Directions: Copy each line of the listing below where the word "heat" turns up.

Provided data:
***

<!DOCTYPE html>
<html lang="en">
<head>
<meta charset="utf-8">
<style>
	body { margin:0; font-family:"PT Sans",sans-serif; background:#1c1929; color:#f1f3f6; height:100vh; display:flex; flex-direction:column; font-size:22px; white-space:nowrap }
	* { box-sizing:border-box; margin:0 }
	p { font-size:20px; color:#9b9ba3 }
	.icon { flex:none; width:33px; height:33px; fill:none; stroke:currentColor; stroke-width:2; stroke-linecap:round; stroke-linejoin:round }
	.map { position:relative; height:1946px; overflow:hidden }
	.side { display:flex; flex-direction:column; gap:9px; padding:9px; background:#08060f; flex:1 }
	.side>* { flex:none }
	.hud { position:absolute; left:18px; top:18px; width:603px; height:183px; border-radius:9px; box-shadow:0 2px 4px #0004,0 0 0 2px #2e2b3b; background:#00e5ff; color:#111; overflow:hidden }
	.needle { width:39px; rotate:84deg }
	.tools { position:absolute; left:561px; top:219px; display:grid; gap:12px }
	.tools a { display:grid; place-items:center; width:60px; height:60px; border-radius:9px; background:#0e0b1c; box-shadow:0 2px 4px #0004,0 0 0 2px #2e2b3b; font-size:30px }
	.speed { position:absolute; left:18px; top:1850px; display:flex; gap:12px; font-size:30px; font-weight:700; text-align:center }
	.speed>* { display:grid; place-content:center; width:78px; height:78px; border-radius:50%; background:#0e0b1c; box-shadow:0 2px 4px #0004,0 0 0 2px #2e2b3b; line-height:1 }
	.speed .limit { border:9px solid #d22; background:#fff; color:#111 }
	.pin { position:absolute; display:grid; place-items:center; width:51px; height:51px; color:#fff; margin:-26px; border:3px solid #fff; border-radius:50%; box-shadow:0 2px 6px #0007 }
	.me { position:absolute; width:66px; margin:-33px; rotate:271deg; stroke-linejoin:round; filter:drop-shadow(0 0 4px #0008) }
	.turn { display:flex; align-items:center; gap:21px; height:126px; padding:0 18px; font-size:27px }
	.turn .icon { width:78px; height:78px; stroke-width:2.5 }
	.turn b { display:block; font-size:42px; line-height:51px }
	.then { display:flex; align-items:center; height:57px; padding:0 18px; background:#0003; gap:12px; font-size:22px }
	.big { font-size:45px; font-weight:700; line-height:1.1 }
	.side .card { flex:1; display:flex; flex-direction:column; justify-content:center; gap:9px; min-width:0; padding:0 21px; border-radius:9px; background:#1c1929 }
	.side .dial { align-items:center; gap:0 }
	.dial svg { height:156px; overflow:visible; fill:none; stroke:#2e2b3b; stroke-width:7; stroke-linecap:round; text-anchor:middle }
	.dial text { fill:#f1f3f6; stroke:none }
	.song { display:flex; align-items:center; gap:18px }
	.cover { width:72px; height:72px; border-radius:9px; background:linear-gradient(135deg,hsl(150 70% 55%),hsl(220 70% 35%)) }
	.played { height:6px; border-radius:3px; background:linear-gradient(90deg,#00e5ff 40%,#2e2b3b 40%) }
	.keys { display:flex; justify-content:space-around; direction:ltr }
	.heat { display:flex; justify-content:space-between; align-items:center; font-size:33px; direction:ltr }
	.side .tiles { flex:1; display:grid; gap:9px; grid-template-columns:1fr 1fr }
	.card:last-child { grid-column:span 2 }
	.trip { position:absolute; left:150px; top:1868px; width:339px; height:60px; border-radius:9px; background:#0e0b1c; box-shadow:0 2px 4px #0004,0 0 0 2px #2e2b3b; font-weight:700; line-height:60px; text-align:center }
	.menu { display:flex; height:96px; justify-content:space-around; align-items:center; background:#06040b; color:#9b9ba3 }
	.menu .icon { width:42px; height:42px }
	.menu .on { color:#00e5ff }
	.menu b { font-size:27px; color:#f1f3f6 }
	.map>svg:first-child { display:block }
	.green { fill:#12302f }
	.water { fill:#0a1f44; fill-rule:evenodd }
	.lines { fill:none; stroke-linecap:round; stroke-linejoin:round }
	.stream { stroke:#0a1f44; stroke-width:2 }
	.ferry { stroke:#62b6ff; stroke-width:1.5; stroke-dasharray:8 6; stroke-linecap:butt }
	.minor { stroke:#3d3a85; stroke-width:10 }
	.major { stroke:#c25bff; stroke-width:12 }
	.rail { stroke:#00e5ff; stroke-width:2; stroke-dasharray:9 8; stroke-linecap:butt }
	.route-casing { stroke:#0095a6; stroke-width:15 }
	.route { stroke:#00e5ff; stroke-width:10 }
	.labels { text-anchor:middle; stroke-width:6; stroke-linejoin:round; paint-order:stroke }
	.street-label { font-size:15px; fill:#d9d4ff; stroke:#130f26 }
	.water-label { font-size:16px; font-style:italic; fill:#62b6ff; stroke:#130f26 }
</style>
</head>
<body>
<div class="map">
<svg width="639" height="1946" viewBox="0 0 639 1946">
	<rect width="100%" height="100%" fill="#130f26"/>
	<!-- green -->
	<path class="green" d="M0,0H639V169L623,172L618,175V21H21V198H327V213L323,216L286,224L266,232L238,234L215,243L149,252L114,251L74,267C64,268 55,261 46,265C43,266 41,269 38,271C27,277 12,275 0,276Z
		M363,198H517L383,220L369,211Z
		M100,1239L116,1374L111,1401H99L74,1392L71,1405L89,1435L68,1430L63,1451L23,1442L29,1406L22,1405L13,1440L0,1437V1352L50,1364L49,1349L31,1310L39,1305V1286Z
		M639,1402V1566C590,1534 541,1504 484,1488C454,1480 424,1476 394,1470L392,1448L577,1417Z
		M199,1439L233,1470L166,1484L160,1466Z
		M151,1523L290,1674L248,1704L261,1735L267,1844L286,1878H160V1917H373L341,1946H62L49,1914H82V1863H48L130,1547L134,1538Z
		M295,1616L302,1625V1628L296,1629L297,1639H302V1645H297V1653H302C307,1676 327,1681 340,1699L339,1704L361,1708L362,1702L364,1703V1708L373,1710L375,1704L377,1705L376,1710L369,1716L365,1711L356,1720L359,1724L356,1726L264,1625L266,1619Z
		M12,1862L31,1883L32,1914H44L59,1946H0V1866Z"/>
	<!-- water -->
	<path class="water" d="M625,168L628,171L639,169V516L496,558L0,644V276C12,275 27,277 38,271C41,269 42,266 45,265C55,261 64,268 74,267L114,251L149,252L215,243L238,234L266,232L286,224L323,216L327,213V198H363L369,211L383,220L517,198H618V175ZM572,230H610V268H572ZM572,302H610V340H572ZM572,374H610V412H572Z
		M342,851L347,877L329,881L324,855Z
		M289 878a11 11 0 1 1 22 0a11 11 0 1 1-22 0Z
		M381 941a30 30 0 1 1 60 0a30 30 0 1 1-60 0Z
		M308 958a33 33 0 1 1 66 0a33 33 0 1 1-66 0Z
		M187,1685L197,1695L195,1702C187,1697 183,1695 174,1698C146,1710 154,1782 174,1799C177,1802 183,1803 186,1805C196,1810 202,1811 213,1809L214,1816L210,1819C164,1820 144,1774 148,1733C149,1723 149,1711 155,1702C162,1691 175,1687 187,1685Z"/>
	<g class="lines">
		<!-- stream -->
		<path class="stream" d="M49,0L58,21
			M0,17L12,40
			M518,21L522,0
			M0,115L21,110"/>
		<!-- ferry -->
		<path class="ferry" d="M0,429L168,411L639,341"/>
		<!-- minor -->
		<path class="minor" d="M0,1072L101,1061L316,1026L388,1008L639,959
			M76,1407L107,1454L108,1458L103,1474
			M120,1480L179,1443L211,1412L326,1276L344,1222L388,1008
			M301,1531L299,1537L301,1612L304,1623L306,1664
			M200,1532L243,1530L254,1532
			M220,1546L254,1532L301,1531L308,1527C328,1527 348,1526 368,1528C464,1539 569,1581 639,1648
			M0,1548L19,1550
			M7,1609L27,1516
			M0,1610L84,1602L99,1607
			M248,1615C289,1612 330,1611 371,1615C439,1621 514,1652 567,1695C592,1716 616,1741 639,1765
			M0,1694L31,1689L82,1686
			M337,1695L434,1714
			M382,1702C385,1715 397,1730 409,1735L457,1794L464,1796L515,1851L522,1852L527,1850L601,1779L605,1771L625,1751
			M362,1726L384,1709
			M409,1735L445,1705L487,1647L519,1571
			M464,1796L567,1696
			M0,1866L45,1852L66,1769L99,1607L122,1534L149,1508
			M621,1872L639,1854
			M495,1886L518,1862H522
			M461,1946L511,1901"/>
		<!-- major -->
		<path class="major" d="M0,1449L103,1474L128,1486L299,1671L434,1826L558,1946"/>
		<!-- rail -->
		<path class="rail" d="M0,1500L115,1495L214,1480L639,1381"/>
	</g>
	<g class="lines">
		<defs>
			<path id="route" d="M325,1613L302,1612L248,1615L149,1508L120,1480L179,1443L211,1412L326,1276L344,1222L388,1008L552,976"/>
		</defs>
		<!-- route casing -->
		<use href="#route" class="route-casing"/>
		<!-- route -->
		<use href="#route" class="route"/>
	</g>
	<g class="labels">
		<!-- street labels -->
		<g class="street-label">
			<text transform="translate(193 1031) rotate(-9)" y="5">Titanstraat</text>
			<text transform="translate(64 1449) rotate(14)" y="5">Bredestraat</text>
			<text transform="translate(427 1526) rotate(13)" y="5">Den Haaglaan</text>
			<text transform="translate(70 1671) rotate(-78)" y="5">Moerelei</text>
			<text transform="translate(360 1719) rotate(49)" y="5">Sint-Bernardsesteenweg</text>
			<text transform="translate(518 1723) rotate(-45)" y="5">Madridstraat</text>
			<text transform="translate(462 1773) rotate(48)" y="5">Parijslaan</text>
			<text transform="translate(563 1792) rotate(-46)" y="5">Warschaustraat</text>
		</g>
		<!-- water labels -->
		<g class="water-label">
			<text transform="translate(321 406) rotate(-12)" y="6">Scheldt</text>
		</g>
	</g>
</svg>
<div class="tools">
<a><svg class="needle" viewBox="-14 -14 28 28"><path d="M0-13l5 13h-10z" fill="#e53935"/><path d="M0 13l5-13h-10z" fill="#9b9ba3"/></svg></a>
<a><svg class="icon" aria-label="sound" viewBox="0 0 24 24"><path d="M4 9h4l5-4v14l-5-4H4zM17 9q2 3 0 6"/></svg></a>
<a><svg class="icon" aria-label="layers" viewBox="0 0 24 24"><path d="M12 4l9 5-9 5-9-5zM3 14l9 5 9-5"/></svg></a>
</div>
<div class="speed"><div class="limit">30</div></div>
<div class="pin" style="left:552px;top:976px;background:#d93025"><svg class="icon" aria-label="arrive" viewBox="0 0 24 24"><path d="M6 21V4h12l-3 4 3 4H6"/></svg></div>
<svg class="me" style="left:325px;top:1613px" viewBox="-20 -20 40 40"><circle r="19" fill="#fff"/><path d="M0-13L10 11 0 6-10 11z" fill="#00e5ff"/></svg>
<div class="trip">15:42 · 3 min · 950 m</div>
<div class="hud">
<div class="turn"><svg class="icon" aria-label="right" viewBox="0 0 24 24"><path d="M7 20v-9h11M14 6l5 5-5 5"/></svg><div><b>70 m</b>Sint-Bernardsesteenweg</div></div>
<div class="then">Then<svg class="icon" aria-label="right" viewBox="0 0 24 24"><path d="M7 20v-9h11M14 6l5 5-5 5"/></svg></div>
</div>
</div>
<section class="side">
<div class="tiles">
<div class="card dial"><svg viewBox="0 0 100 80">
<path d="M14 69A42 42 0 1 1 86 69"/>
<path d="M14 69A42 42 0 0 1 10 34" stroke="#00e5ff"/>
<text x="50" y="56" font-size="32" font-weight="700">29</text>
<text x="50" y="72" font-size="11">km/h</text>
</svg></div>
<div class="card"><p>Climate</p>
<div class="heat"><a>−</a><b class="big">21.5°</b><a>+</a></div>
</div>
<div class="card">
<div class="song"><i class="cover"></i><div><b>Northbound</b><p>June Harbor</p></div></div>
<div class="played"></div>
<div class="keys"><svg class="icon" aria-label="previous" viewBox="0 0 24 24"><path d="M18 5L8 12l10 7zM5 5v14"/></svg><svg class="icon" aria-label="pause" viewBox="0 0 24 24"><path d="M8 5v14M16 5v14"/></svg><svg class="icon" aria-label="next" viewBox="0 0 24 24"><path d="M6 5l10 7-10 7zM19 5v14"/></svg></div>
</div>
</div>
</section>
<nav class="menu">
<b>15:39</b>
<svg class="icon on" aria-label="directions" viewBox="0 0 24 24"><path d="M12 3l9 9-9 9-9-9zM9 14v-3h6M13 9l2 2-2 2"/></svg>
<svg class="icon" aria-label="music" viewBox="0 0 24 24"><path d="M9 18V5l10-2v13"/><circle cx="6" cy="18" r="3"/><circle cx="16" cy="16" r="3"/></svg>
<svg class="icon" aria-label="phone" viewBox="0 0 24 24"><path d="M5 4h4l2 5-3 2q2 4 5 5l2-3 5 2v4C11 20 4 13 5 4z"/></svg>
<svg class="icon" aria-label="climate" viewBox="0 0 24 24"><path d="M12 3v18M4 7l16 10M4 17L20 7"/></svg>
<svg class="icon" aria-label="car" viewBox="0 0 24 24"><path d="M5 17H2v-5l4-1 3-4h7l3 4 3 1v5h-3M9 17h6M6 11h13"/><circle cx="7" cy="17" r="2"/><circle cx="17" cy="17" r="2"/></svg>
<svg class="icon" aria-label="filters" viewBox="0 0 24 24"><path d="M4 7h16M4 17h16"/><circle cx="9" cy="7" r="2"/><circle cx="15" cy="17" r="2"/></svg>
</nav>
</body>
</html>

***

Task result:
	.heat { display:flex; justify-content:space-between; align-items:center; font-size:33px; direction:ltr }
<div class="heat"><a>−</a><b class="big">21.5°</b><a>+</a></div>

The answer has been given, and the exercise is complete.